[Collected data entries]
+ + + + + + +

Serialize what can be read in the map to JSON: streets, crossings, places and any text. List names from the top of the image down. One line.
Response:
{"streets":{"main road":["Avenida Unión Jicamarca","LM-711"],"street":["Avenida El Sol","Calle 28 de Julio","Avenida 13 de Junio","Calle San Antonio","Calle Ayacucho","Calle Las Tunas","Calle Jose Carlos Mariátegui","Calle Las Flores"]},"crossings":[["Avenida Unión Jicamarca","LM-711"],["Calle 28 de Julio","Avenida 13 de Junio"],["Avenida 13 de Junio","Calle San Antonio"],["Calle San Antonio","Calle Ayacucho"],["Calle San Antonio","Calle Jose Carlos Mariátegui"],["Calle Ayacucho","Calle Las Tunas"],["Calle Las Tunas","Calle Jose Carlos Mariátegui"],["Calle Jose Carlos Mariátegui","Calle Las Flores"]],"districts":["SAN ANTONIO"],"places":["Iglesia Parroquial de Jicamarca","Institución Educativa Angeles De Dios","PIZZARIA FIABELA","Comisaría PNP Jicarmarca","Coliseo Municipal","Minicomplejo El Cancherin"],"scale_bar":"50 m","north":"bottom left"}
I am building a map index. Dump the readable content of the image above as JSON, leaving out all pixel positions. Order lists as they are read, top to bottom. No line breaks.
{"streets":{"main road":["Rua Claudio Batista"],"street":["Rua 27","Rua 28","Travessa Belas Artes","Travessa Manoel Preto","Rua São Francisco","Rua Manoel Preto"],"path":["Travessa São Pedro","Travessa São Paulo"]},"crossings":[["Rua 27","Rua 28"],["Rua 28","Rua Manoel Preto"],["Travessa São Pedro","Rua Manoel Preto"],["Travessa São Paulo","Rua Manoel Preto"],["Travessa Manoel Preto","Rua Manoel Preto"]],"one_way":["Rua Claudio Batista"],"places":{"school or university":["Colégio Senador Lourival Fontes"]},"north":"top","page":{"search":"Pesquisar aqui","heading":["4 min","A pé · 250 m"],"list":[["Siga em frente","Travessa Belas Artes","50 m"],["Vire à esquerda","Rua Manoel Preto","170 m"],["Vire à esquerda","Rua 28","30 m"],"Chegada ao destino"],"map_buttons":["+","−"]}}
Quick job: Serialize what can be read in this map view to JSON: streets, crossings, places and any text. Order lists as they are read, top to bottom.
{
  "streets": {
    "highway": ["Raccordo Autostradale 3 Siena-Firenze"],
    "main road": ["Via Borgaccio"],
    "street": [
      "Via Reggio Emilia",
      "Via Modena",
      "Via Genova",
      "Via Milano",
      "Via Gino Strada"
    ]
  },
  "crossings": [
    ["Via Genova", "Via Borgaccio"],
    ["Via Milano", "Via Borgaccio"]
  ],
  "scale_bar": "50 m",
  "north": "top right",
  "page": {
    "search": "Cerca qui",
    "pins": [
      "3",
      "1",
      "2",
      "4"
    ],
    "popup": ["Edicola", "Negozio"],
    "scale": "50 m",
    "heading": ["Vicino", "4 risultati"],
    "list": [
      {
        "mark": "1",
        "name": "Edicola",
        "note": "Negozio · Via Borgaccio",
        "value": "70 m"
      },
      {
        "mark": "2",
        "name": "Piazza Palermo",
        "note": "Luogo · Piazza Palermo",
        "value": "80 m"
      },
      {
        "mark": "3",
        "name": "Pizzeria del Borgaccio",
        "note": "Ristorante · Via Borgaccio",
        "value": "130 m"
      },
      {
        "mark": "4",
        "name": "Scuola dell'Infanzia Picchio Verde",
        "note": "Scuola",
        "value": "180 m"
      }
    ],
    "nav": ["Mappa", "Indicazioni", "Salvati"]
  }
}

+ + + + + + +

- _WHAT THE TASK REQUIRES_: Could you tally the lines in the data that contain the string "image" and answer with the number alone?

- _WRITTEN SOLUTION_: 2